Mass. State Police superintendent steps down

Colonel Kerry Gilpin was praised for enacting 'meaningful, lasting' changes in her department

Mary Markos
Boston Herald

BOSTON, Mass. — Colonel Kerry Gilpin is stepping down from her post as the head of the State Police as her embattled department has faced scandal after scandal.

Gilpin, Superintendent of the Massachusetts State Police, sent out a letter this morning announcing her retirement to members of the department, effective Nov. 15, after two years in the position. Gilpin, 49, has overseen the 2,100-member organization amid the overtime scandal and recent trooper misconduct.

Colonel Kerry Gilpin is stepping down from her post as Massachusetts State Police superintendent. (Photo/Massachusetts State Police)
Colonel Kerry Gilpin is stepping down from her post as Massachusetts State Police superintendent. (Photo/Massachusetts State Police)

“I leave this job with the satisfaction of knowing that I gave it my heart and soul, under the most trying of circumstances,” Gilpin wrote in her letter. “I am extremely proud of the progress and accomplishments we have made together. The Massachusetts State Police is composed of some of the best law enforcement personnel in the nation and I leave with the privilege of having worked alongside all of you.”
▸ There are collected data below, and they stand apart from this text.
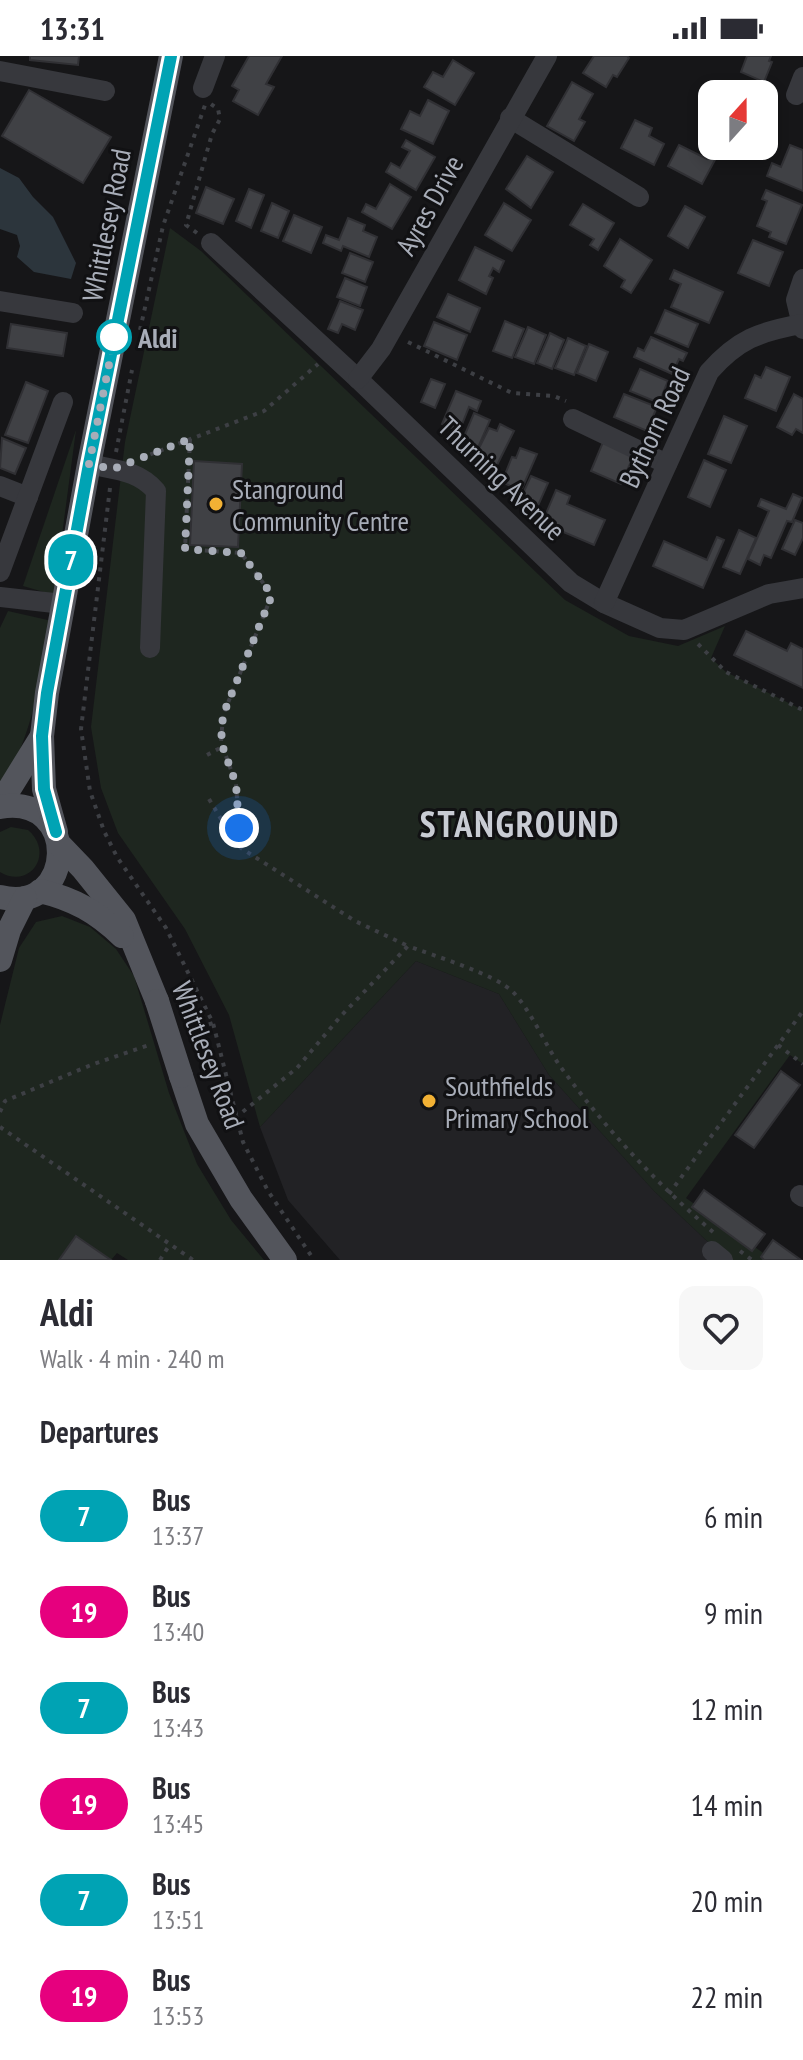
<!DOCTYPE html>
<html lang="en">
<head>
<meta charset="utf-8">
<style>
  :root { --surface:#fff; --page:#f7f7f7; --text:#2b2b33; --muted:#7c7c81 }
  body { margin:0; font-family:"PT Sans Narrow",sans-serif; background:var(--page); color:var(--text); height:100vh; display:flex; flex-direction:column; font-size:30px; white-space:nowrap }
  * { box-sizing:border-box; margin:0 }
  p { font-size:26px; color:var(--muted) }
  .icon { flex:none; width:44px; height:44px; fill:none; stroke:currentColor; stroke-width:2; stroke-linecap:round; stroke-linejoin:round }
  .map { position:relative; height:1204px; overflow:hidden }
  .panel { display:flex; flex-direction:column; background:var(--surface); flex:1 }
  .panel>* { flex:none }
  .badge { padding:0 16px; border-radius:26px; font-size:28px; line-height:52px }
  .needle { width:52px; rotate:21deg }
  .buttons { position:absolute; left:698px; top:24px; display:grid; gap:16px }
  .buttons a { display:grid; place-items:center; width:80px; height:80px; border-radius:16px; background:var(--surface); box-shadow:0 4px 12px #0003; font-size:40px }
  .you { position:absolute; width:40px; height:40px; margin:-20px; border:6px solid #fff; border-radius:50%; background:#1a73e8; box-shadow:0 0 0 12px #1a73e833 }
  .map>.badge { position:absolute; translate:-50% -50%; box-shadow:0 0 0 4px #fff }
  h2 { padding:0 40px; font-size:30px; line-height:72px }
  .round { display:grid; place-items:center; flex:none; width:84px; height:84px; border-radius:16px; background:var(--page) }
  .overview { display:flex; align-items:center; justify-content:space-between; height:136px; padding:0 40px }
  h1 { font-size:38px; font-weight:700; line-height:60px }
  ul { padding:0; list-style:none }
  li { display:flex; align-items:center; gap:24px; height:96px; padding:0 40px }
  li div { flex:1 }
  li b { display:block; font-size:30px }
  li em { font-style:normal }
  li .badge { min-width:88px; font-weight:700; text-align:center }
  .status { display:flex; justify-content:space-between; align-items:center; height:56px; padding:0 40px; background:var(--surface); direction:ltr }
  .status svg { height:22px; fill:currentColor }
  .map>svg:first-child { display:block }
</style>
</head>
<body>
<div class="status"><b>13:31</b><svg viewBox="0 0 49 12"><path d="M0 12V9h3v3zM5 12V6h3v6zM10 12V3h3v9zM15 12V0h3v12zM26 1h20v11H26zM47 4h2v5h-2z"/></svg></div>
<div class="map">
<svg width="803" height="1204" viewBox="0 0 803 1204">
  <rect width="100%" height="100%" fill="#161618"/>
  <polygon fill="#222225" points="416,905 499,938 549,1019 654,1135 707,1185 733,1204 340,1204 288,1144 260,1071"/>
  <g fill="#1e261f">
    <polygon points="170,172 201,195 565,544 629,580 678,590 725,570 711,602 726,616 803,654 803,1008 790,999 686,1142 773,1204 733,1204 707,1185 654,1135 549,1019 499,938 416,905 260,1071 229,959 185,873 118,777 101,732 91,671 125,386"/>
    <polygon points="76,374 54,539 23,530"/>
    <path d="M8 555 52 565C39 620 34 683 0 730V572Z"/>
    <path d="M11 771 28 774C55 797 30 834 0 816V776Z"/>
    <polygon points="62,860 90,871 116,893 134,920 169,1037 197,1108 231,1164 264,1204 128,1204 117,1197 111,1204 76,1180 59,1204 0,1204 0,969 19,892 36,866"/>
  </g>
  <polygon fill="#2c353c" points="0,112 19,122 33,141 53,161 76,207 71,223 34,216 17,201 20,190 17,179 0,173"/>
  <g fill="#404145" stroke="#303034" stroke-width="2">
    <polygon points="30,0 79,0 78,9 30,4"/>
    <polygon points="249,0 282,0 266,28 274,31 258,59 233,45 239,34 232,30"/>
    <polygon points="594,0 627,0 629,2 617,21 613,19 606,31 583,17"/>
    <polygon points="747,0 771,0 769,5 772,6 764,26 741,16"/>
    <polygon points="453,4 474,17 455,49 424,31 433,16 443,21"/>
    <polygon points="572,26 593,38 579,63 585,66 574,85 547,70"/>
    <polygon points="29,34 111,81 83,127 2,80"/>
    <polygon points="428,44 449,55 433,88 401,73 410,55 420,60"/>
    <polygon points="635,64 652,72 649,80 664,88 654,109 621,92"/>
    <polygon points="406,84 435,101 416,134 386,116 391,107 400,112 410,95 402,91"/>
    <polygon points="679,89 707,103 709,99 716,102 702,128 668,110"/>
    <polygon points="790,89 803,94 803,135 767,120 772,107 781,111"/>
    <polygon points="527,100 553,116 531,152 506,133"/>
    <polygon points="390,128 411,141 392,173 362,156 366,148 376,153"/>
    <polygon points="206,131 234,143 223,168 196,157"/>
    <polygon points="249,133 264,139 251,172 236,165"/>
    <polygon points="766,134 802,149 786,188 769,181 771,176 757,170 767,145 762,143"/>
    <polygon points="272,147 289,155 278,182 261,175"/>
    <polygon points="504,147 531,164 512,195 485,179"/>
    <polygon points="583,148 614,167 598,194 590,189 594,183 570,169"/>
    <polygon points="685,150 705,161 688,192 668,180"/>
    <polygon points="294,159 322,171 311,197 283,185"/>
    <polygon points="348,162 365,169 363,175 377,181 369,201 343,190 341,195 323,187 326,179 339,184"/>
    <polygon points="620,183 652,204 631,237 621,231 625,224 604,210"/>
    <polygon points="753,184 783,196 769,230 738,217"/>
    <polygon points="475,191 504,205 499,216 493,212 489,220 493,222 486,238 459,224"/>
    <polygon points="350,197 373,206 365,226 342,217"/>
    <polygon points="674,214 723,236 709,267 671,251 681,228 670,223"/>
    <polygon points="345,222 367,231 360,250 337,241"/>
    <polygon points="448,238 480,252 470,276 437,261"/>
    <polygon points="340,245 363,254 355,274 342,268 338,277 328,273"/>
    <polygon points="665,254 698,268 688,291 655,277"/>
    <polygon points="505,265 524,273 512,302 493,295"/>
    <polygon points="434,266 467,279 457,304 424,290"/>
    <polygon points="11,268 67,277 63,300 7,292"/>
    <polygon points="528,271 546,279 534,308 515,301"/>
    <polygon points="550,277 564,284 552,313 537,307"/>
    <polygon points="651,281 687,297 683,305 679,303 672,318 634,301 638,292 644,295"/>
    <polygon points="568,282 586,290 574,319 555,312"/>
    <polygon points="589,288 608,296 596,325 577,317"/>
    <polygon points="766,311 790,321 776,355 745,342 755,319 761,322"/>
    <polygon points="640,313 668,325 659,347 630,335"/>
    <polygon points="431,323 445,328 435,352 421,346"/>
    <polygon points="26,326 48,335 28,387 5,379"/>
    <polygon points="456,335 481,345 477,355 469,351 459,376 442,368"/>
    <polygon points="624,338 657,351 647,375 614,361"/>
    <polygon points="794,338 803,343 803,377 796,373 792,379 777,371"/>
    <polygon points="474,357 490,364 477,394 461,388"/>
    <polygon points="724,360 747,370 731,407 708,398"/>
    <polygon points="500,368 514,375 495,413 479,404 483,396 478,394 489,372 497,375"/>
    <polygon points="2,382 26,392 15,418 0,412"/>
    <polygon points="603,386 634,399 621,428 591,415"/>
    <polygon points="520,392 537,398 521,435 502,426 512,401 516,402"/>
    <polygon points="704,404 726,414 710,451 688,441"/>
    <polygon points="194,405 242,408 238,491 190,489"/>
    <polygon points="531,420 548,427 537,452 520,444"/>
    <polygon points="556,434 570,440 567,448 605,464 594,489 542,467"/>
    <polygon points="793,438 802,442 792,466 787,465 771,502 764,499 760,509 748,503 769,455 758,450 761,443 786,453"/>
    <polygon points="795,464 803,467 803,482 795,499 782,493"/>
    <polygon points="739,474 756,482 740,518 723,511"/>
    <polygon points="717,481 724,484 703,532 653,510 664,485 707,504"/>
    <polygon points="746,575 787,595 791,587 803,593 803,632 734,599"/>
    <polygon points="781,1015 800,1029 754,1092 735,1079"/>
    <polygon points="704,1134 765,1178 752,1195 692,1151"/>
    <polygon points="76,1180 111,1204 59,1204"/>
    <polygon points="773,1184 801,1204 764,1204 761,1201"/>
  </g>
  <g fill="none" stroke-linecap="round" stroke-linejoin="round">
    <g stroke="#3d3f44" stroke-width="4" stroke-dasharray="4 6" stroke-linecap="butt">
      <polyline points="197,177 186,169 212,78 220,63 218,53 211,48"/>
      <polyline points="140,274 163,170 205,49"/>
      <polyline points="408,286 512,337 554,340 566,345"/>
      <polyline points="190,383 185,493 241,497 272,539 223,659 221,686 236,728 239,772 230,778 241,792 355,865 408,890"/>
      <polyline points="116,396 132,314"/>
      <polyline points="141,402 264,355 318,308"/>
      <polyline points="110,432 81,673 90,735 104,775 117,801 166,872 213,967 243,1086 268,1135 314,1204"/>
      <polyline points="698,588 726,616 803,654"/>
      <polyline points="207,699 222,691"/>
      <polyline points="209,743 230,778"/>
      <polyline points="190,975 213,967"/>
      <polyline points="778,989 803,1008"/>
      <polyline points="0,1056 5,1045 91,1009 149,989"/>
      <path d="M235 1062 297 1012 340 961 408 890C434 900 496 918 514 937 533 958 544 987 560 1010 604 1071 656 1127 713 1176"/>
      <polyline points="0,1071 193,1204"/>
      <polyline points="669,1138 803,955"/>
      <polyline points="740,1195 752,1204"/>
      <polyline points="160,1204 170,1188"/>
    </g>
    <g stroke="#37383d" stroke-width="20">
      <polyline points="0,15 105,35"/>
      <polyline points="203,32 215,0"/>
      <polyline points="796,39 803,21"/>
      <polyline points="510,62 639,141"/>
      <polyline points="211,187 358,323 571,527 604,547 660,572 684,574 769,538 803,532"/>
      <polyline points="803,223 796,244 803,273"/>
      <polyline points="0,245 73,257"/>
      <polyline points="358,323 381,293 547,0"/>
      <polyline points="573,363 667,408"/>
      <path d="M89 408C115 414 138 414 156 435L150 592"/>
      <polyline points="0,430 28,441"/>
      <polyline points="0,516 63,346"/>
      <polyline points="0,541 63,548"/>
      <path d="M604 547 709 316C738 283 759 276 801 268"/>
      <polyline points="800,1139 803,1141"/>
      <polyline points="712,1195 723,1204"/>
    </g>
    <g stroke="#53555c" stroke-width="24">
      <polyline points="0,748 42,680"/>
      <path d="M0 751C81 737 76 860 0 841"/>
      <polyline points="56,776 44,733 42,680 47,637 89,408 171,0"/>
      <polyline points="60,789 83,813 124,864 157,945"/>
      <path d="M40 835C74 843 97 856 122 880"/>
      <polyline points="0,904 9,874 25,842"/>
      <polyline points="181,1020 197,1068 241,1143 285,1204"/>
    </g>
    <polyline stroke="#53555c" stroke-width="24" points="157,945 181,1020"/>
  </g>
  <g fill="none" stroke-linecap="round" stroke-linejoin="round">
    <g stroke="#fff" stroke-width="18">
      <polyline id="line" points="56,776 44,733 42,680 47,637 89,408 171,0"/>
    </g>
    <use href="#line" stroke="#00a3b4" stroke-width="12"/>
    <polyline stroke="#a8adb8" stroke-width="8" stroke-dasharray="0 14.4" points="114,281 116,274 89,408 113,413 190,383 185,493 241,497 272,539 223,659 221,686 236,728 239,772"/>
  </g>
  <circle fill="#fff" stroke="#00a3b4" stroke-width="4" cx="114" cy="281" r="16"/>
  <g fill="#f2b134" stroke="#111113" stroke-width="3">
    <circle cx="216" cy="448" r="8"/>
    <circle cx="429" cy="1045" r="8"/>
  </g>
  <g text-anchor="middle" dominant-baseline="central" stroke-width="6" stroke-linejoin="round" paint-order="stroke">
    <g font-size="28" fill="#a8adb8" stroke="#111113">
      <text transform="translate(429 149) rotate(-61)">Ayres Drive</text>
      <text transform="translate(106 169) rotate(-79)">Whittlesey Road</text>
      <text transform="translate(654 371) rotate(-65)">Bythorn Road</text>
      <text transform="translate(502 422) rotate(44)">Thurning Avenue</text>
      <text transform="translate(209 999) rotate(69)">Whittlesey Road</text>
    </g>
    <g font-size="28" font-weight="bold" fill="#a8adb8" stroke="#111113" text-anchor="start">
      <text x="138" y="281">Aldi</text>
    </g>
    <g font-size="28" fill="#a8adb8" stroke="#111113" text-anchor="start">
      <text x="232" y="432">Stanground<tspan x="232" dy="32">Community Centre</tspan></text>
      <text x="445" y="1029">Southfields<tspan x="445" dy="32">Primary School</tspan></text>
    </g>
    <g font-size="36" font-weight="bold" letter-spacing="2" fill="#c9ccd4" stroke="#111113">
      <text x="520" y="767">STANGROUND</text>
    </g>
  </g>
</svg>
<div class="buttons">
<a><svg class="needle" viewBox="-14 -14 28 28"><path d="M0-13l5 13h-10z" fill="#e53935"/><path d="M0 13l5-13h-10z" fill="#7c7c81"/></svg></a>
</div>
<div class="you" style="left:239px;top:772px"></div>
<b class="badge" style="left:71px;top:504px;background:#00a3b4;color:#fff">7</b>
</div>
<section class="panel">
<div class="overview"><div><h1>Aldi</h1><p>Walk · 4 min · 240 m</p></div><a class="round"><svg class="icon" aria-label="heart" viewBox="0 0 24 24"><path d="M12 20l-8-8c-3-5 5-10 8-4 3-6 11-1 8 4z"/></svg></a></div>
<h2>Departures</h2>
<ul>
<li><span class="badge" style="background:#00a3b4;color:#fff">7</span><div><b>Bus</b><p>13:37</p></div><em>6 min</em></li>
<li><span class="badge" style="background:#e6007e;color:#fff">19</span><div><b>Bus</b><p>13:40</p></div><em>9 min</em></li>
<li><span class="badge" style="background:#00a3b4;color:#fff">7</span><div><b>Bus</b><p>13:43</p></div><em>12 min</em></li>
<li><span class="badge" style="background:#e6007e;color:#fff">19</span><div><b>Bus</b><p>13:45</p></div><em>14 min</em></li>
<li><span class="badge" style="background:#00a3b4;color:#fff">7</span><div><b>Bus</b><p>13:51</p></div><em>20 min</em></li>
<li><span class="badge" style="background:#e6007e;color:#fff">19</span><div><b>Bus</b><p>13:53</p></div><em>22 min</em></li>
</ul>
</section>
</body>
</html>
Gov. Charlie Baker appointed Gilpin amid a scandal that led to two federal lawsuits and the hasty retirements of then-Col. Richard McKeon and his second-in-command, Francis Hughes. Their departures came after McKeon ordered a trooper to scrub embarrassing statements from an arrest report involving a judge’s daughter.

Baker’s office did not immediately respond to requests for comment on Gilpin’s retirement Wednesday.

Next came an overtime abuse scandal that has embroiled more than 40 troopers suspected of faking overtime shifts.

Gilpin has overseen and expanded a state investigation into overtime abuse, an effort that included disbanding the former Troop E which was assigned to patrol the Massachusetts Turnpike.

While that investigation remained ongoing, the state police — under Gilpin’s leadership — destroyed payroll records as part of a routine procedure.

Following the destruction of those documents, the state’s Records Conservation Board has since refrained from approving further destruction of records while the investigation into the agency continues.

In her letter, the Colonel noted that the department has taken action to address their “transgressions,” conducting “thorough and painstaking” investigations.

“It remains deeply disheartening to me that a small number of our personnel chose to violate our principles and values,” Glipin wrote. “I have been tremendously disappointed that some members of this remarkable organization have betrayed the public trust that so many of us worked so hard to earn. I have been fully committed to restoring that trust to ensure that the actions of a few do not overshadow the reputation and hard work of the vast majority who conduct themselves with the utmost integrity every day.”

Secretary of Public Safety and Security Thomas Turco praised Gilpin’s 25-year career in a statement.

“Kerry Gilpin has committed herself to the most fundamental work of law enforcement: protecting the public, serving the community, and advancing the interests of justice inside and outside the Department of State Police,” Turco said. “As colonel, she has implemented meaningful, lasting changes at every level of the Department, and I am grateful for her service and wish her the very best in her retirement.”